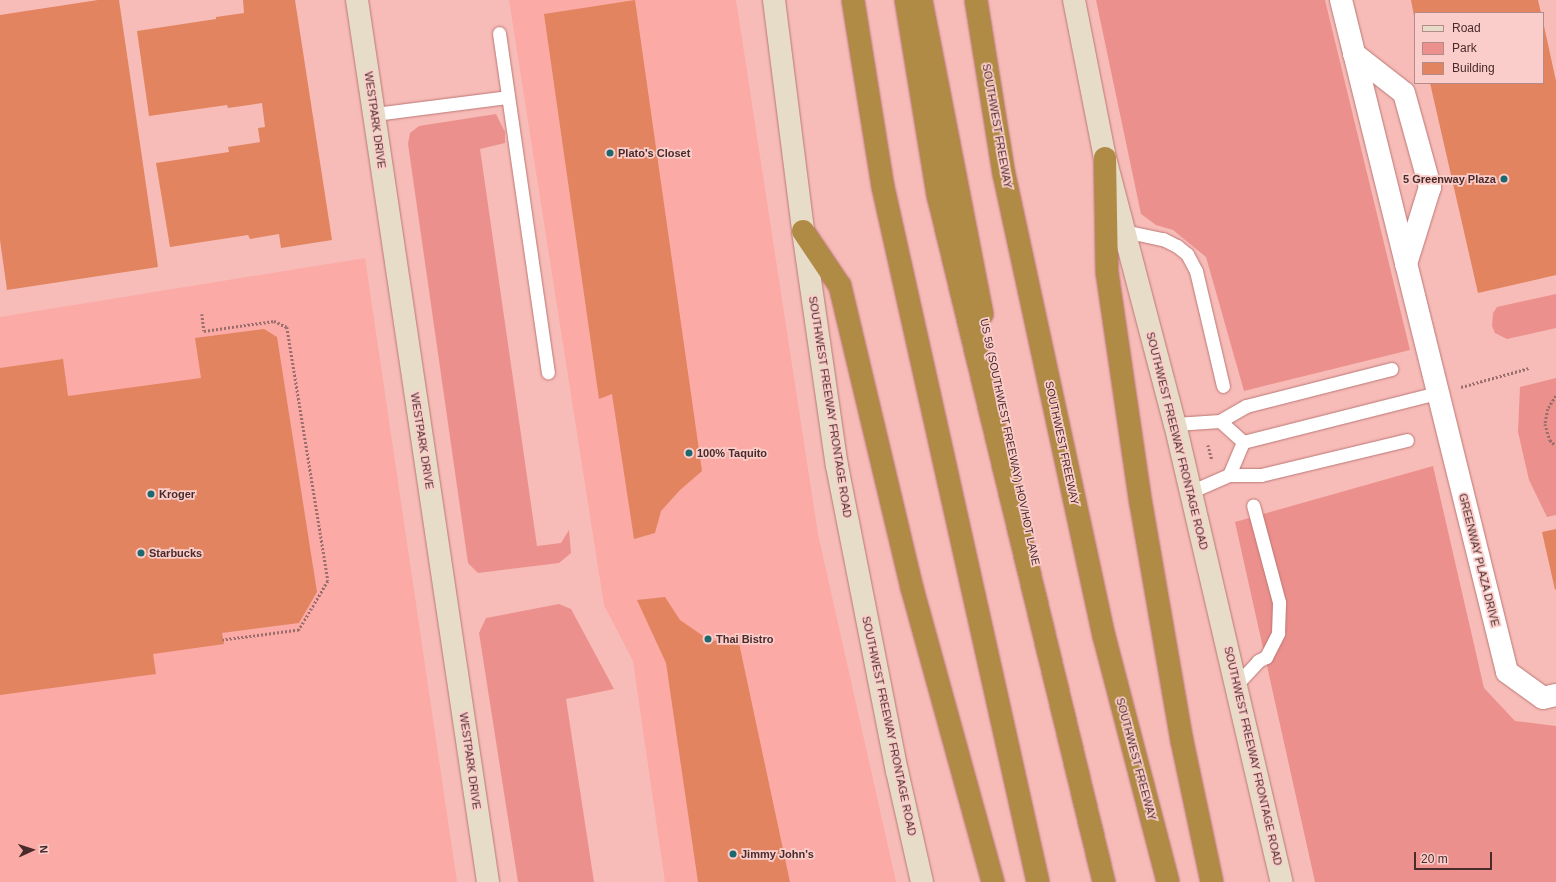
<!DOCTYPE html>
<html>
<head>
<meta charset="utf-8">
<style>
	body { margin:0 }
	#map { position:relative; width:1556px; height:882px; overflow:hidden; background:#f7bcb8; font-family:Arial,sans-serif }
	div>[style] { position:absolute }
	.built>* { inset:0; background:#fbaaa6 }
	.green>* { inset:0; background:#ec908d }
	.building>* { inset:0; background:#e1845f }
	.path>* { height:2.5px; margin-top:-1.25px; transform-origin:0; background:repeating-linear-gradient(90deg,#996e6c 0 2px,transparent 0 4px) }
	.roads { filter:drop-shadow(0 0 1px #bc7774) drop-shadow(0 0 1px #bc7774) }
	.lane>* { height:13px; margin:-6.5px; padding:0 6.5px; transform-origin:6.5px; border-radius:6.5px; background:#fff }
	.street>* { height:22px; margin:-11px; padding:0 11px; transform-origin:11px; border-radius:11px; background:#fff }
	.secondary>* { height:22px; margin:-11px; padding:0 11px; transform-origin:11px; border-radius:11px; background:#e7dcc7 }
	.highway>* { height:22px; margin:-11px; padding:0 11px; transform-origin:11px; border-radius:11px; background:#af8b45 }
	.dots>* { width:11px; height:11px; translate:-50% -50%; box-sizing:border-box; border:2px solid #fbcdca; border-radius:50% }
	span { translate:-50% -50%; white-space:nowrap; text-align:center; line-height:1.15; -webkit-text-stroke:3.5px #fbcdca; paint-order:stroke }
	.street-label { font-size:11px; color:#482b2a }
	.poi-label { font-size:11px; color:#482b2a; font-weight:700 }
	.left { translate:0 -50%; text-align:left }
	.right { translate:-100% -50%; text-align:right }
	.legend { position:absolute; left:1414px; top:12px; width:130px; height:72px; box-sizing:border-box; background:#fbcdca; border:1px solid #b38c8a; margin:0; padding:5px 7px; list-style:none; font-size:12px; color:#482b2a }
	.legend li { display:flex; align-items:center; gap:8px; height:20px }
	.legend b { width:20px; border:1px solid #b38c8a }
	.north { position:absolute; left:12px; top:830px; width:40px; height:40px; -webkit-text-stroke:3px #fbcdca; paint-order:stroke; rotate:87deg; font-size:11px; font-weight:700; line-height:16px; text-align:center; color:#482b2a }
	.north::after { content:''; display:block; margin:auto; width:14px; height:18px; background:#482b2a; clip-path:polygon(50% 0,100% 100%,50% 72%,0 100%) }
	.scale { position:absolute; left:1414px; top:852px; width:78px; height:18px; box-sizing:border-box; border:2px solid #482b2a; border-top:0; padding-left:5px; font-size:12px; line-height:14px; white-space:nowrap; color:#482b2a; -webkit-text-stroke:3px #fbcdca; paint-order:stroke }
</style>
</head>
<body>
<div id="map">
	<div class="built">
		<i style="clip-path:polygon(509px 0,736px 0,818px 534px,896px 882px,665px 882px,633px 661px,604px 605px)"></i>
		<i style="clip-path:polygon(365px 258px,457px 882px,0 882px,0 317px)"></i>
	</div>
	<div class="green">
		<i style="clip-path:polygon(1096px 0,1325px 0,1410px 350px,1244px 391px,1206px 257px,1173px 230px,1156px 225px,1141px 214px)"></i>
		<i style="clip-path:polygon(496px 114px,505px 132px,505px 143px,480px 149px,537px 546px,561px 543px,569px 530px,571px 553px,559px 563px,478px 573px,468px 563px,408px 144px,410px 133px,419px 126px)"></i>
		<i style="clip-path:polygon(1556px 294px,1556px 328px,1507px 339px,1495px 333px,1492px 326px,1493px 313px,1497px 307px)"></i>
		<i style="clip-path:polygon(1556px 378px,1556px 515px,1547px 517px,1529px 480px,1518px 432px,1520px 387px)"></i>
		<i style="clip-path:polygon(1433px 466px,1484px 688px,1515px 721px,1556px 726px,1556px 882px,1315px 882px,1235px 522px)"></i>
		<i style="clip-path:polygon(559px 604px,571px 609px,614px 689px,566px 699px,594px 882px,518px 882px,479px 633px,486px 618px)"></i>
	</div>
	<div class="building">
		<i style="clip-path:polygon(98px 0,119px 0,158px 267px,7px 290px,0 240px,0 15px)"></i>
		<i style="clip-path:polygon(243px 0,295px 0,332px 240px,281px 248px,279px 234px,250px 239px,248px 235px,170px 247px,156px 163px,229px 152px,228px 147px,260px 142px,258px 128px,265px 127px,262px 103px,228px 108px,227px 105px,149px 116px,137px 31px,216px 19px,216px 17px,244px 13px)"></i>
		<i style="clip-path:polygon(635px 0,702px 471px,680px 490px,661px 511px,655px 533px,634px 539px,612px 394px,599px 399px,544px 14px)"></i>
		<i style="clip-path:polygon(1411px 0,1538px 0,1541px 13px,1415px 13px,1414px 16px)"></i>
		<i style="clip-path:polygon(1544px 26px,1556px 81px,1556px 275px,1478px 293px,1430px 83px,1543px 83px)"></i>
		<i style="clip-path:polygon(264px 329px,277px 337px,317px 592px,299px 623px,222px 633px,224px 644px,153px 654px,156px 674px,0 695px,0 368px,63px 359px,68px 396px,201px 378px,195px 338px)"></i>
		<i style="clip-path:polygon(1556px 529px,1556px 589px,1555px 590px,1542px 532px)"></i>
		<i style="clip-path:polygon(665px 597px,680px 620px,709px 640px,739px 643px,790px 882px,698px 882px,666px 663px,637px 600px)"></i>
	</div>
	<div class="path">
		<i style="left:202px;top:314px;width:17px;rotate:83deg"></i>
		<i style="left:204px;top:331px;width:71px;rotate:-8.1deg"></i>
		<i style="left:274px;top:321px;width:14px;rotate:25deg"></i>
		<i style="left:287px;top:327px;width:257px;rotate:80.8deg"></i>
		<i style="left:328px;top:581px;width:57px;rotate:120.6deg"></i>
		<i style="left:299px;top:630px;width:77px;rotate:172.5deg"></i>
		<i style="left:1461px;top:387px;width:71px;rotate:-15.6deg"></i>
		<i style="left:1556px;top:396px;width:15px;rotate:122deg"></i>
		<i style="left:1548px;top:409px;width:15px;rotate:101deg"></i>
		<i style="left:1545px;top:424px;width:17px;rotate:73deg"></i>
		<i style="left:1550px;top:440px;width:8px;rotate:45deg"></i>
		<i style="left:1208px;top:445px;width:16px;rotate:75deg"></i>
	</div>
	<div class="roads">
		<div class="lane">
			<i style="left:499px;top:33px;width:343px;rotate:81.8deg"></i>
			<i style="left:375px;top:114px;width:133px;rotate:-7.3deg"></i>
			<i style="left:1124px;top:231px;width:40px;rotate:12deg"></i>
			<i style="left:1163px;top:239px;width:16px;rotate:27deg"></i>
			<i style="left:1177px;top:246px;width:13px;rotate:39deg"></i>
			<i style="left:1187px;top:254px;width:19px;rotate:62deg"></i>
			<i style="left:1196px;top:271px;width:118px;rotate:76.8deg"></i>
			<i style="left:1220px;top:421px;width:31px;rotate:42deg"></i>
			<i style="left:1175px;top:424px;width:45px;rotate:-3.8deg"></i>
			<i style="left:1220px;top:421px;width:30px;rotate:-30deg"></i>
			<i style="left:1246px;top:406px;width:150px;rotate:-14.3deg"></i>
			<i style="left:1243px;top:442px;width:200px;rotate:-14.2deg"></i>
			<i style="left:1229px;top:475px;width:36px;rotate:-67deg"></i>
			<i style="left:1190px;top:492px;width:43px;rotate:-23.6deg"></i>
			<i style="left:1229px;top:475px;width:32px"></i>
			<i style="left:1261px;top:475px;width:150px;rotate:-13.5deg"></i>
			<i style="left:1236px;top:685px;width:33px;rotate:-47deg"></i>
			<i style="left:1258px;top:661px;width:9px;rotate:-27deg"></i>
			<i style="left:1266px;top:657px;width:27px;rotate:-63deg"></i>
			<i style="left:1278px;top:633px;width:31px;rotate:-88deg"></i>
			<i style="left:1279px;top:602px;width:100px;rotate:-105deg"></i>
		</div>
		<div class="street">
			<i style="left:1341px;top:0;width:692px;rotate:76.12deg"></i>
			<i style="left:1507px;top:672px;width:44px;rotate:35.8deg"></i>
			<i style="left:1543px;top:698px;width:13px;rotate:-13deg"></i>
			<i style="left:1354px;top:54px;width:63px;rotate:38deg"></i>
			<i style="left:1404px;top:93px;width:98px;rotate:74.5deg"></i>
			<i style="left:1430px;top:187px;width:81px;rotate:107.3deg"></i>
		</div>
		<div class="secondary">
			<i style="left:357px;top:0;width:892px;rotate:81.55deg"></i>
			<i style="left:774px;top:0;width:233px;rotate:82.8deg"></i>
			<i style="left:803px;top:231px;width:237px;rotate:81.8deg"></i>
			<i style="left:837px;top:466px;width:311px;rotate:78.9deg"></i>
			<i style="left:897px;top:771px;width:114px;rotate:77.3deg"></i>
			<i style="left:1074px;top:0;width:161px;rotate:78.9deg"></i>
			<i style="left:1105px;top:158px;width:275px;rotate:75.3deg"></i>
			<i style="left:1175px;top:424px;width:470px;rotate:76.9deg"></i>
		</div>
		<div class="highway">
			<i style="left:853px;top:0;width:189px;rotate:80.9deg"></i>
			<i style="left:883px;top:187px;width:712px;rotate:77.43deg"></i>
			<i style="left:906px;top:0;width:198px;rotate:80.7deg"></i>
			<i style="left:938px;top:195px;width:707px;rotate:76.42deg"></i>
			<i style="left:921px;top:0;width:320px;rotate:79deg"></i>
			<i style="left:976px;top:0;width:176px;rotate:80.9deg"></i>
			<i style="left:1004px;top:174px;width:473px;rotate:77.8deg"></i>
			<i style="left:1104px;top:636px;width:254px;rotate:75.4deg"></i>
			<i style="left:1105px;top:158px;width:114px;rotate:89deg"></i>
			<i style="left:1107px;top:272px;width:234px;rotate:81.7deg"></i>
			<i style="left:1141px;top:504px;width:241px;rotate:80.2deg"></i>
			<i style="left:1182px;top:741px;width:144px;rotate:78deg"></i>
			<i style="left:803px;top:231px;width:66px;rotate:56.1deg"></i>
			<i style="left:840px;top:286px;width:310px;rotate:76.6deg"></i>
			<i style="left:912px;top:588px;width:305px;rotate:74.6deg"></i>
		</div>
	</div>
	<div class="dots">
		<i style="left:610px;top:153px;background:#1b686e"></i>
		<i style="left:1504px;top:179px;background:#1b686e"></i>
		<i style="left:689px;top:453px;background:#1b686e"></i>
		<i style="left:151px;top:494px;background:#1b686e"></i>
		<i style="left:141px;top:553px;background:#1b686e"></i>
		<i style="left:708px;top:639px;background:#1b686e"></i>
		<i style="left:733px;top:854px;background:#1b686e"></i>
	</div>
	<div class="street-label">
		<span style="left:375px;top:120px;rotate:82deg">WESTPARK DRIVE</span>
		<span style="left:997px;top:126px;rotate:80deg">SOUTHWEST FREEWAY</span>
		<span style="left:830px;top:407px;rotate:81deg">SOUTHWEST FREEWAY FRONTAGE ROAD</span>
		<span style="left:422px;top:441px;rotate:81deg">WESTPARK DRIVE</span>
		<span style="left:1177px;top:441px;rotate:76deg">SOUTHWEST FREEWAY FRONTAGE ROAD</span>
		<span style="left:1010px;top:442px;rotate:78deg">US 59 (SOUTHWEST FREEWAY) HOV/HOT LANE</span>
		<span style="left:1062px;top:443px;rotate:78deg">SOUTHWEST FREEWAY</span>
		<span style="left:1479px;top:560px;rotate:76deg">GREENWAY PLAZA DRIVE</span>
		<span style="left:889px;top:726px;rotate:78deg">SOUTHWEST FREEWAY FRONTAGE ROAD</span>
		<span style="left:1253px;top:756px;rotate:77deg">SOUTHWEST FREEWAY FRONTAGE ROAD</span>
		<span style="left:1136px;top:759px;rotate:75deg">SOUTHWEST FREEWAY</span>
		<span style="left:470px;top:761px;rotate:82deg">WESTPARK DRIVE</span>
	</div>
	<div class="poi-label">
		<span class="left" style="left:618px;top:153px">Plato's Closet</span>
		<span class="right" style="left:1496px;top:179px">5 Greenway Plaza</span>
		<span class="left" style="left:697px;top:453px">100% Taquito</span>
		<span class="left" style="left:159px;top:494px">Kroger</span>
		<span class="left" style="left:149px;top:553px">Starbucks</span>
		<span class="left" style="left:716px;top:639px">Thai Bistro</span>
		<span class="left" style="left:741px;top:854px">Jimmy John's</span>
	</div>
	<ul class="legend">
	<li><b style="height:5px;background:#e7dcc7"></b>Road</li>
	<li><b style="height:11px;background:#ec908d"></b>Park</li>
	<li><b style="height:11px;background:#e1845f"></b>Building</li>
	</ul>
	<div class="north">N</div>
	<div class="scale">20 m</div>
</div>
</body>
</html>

* Work task: Beginning with the first line of the records, write out every line up to and including the one with "filter:drop-shadow(0 0 1px", exactly, and omit all pictures.

* Expected answer:
<!DOCTYPE html>
<html>
<head>
<meta charset="utf-8">
<style>
	body { margin:0 }
	#map { position:relative; width:1556px; height:882px; overflow:hidden; background:#f7bcb8; font-family:Arial,sans-serif }
	div>[style] { position:absolute }
	.built>* { inset:0; background:#fbaaa6 }
	.green>* { inset:0; background:#ec908d }
	.building>* { inset:0; background:#e1845f }
	.path>* { height:2.5px; margin-top:-1.25px; transform-origin:0; background:repeating-linear-gradient(90deg,#996e6c 0 2px,transparent 0 4px) }
	.roads { filter:drop-shadow(0 0 1px #bc7774) drop-shadow(0 0 1px #bc7774) }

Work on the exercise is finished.